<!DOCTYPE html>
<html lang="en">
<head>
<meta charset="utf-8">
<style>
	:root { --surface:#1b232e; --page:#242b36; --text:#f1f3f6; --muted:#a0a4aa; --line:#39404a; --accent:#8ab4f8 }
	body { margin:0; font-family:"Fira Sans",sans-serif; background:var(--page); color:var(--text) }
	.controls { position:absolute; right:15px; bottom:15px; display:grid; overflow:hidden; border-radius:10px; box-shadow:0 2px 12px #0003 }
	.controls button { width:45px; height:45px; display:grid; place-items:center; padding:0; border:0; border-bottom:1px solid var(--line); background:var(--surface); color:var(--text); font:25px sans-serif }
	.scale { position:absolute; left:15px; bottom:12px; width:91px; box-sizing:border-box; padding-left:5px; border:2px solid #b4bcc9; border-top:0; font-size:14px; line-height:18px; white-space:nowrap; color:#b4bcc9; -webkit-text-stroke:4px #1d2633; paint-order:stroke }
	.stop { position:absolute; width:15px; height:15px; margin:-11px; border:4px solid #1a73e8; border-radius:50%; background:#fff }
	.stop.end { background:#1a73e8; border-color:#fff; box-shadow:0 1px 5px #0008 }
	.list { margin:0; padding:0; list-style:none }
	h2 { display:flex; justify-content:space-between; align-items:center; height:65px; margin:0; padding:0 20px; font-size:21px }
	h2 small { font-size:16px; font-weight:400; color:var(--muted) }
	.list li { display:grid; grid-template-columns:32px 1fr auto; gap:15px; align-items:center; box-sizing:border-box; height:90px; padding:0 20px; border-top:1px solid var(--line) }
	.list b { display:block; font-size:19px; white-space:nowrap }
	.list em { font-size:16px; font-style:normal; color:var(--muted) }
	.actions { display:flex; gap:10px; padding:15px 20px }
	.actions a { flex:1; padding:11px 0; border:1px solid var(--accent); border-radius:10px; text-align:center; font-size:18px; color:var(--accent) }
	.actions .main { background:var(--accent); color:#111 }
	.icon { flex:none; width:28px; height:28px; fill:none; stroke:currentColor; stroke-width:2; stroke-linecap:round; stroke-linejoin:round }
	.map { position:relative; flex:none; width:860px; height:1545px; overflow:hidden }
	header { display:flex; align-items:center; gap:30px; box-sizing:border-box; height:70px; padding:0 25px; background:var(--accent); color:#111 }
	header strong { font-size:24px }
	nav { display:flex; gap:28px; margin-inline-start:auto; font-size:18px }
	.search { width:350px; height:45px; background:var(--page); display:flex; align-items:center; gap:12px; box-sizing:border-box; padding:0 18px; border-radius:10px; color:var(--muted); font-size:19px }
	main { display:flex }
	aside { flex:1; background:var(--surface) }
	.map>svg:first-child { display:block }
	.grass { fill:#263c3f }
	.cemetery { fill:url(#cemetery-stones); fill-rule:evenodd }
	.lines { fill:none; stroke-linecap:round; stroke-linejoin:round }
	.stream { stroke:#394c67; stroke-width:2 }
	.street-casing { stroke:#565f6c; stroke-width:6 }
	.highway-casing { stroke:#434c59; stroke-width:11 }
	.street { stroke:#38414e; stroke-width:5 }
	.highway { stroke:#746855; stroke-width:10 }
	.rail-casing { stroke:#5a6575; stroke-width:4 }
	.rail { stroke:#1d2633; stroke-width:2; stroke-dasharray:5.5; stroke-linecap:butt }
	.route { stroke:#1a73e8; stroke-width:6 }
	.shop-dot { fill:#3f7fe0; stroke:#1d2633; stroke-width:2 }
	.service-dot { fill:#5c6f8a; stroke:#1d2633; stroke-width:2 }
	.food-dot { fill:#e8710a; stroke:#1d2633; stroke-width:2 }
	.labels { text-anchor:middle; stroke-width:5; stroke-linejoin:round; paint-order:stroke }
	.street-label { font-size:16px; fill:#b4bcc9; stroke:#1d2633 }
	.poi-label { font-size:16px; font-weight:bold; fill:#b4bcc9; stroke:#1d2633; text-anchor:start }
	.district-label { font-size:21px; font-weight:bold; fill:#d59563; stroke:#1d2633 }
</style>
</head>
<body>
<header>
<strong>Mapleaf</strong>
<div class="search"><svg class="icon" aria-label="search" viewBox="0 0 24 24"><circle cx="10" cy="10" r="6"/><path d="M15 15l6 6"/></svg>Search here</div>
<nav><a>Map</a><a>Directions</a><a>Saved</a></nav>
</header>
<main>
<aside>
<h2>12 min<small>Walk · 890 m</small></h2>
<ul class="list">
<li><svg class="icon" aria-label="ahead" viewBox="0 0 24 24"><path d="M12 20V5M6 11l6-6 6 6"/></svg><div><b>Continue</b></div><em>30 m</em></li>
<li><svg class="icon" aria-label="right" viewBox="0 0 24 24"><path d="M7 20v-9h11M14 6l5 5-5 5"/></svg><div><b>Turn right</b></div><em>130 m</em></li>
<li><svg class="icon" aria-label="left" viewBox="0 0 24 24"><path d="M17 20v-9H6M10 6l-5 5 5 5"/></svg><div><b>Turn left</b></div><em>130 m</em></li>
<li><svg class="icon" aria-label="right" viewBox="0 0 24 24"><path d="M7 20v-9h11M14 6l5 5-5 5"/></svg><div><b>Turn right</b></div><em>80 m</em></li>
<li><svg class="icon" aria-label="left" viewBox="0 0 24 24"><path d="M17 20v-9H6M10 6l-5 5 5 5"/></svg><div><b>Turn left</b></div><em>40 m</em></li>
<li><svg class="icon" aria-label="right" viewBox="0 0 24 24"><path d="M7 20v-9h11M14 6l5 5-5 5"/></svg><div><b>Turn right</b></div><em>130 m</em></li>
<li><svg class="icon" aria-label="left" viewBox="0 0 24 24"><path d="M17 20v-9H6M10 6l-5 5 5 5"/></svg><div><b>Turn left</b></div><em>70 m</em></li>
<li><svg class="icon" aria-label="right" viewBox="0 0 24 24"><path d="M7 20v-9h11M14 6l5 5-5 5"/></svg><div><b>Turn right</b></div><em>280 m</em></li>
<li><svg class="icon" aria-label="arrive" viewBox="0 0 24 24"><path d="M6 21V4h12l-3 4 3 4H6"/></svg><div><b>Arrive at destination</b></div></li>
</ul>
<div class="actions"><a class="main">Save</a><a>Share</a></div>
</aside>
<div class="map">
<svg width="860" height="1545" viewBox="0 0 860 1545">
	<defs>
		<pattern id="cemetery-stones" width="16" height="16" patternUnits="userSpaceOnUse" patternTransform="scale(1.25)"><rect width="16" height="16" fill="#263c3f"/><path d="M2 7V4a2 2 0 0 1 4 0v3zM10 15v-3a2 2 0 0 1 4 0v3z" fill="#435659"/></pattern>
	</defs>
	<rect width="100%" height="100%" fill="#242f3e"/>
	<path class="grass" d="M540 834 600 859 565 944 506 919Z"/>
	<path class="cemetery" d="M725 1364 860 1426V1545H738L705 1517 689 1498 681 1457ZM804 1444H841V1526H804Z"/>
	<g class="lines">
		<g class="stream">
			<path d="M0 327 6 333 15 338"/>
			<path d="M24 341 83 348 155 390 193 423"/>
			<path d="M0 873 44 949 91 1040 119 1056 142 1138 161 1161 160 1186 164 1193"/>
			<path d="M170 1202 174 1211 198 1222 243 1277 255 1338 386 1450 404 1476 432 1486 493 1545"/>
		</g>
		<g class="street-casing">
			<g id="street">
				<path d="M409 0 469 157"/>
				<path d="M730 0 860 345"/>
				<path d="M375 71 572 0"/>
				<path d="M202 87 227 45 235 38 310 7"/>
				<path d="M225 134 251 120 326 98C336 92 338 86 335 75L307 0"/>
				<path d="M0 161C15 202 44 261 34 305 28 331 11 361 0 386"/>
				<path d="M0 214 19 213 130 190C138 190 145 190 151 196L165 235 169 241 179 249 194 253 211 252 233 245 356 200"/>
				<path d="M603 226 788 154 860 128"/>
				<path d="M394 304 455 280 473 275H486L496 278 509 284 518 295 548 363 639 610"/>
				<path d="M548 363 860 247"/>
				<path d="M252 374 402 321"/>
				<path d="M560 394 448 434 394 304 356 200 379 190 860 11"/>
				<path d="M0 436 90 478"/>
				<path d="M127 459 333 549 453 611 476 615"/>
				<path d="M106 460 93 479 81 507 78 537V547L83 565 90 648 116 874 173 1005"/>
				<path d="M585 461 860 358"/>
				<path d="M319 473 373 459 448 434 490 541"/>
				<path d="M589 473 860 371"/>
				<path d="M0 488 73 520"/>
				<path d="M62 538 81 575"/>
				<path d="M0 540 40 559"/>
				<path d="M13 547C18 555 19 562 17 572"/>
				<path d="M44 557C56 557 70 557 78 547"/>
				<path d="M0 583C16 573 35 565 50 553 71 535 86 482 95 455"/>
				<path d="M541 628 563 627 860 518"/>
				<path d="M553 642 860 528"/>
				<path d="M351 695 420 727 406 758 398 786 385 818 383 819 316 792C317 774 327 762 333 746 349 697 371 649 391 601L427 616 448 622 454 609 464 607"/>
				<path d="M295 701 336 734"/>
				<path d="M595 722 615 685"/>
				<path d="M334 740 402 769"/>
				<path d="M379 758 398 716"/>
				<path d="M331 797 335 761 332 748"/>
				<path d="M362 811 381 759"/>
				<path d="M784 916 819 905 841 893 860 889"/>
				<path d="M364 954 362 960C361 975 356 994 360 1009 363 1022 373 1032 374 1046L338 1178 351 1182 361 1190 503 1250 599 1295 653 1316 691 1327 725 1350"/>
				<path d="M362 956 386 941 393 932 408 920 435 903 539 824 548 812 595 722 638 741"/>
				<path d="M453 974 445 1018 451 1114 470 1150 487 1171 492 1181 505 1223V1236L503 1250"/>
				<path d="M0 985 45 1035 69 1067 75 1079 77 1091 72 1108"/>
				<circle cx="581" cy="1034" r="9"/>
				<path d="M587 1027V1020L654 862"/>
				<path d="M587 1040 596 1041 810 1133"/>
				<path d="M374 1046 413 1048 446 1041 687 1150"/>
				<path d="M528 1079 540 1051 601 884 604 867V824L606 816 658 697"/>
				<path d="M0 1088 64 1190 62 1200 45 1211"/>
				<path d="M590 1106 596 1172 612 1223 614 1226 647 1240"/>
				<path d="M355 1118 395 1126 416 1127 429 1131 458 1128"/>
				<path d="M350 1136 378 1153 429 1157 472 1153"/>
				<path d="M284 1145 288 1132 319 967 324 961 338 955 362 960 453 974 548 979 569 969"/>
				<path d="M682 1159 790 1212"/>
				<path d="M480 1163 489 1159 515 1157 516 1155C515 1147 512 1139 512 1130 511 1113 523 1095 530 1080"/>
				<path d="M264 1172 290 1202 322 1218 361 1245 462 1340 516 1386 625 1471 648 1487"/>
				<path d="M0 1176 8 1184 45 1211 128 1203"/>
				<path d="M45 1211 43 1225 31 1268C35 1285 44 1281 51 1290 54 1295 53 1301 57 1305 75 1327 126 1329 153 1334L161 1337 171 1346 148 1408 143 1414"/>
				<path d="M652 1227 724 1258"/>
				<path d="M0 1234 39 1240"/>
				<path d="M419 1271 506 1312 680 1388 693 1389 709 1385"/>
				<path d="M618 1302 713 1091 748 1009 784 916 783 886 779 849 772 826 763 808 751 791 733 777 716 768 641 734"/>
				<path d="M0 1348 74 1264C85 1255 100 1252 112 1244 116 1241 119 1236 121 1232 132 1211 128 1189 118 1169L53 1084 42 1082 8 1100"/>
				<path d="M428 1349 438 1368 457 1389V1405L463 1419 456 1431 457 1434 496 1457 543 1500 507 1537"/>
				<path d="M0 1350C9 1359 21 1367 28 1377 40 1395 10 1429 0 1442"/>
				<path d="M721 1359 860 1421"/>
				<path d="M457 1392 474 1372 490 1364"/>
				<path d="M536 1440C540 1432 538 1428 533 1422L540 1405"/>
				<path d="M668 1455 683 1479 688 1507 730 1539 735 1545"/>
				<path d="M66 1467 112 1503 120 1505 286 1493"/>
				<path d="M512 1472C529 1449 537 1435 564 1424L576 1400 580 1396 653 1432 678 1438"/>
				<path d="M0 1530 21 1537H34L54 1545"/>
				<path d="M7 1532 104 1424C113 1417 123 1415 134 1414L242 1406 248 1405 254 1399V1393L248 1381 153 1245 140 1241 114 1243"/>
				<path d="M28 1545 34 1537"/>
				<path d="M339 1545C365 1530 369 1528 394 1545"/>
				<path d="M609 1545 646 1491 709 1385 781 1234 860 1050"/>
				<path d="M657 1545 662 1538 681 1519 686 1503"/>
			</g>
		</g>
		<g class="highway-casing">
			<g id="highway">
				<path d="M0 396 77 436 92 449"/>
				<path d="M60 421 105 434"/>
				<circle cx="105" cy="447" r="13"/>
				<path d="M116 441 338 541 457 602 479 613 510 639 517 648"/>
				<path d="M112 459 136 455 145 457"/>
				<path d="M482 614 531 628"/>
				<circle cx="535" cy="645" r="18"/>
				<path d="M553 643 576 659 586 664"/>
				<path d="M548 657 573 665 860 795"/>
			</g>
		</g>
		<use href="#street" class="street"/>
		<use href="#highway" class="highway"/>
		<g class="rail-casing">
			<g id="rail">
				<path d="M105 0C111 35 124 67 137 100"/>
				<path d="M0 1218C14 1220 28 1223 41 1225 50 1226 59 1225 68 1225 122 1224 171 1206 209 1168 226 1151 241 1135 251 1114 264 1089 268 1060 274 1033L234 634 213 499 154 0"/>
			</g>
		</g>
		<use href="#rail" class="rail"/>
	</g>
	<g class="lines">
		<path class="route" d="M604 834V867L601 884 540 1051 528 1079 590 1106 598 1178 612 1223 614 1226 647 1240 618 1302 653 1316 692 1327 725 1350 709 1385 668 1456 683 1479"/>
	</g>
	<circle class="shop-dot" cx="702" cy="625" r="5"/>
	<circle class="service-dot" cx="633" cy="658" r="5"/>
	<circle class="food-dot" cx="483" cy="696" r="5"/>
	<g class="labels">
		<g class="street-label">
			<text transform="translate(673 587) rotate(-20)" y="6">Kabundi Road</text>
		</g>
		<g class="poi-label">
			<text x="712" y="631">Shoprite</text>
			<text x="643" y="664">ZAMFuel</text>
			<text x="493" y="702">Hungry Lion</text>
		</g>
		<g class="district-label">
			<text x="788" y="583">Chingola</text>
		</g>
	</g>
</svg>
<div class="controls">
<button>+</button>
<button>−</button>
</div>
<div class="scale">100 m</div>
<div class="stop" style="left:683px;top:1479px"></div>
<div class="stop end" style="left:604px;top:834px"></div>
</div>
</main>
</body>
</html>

# TASK GOAL
Please copy each line from the material above in which the string "nowrap" appears.

# RESPONSE TO THE EXERCISE
	.scale { position:absolute; left:15px; bottom:12px; width:91px; box-sizing:border-box; padding-left:5px; border:2px solid #b4bcc9; border-top:0; font-size:14px; line-height:18px; white-space:nowrap; color:#b4bcc9; -webkit-text-stroke:4px #1d2633; paint-order:stroke }
	.list b { display:block; font-size:19px; white-space:nowrap }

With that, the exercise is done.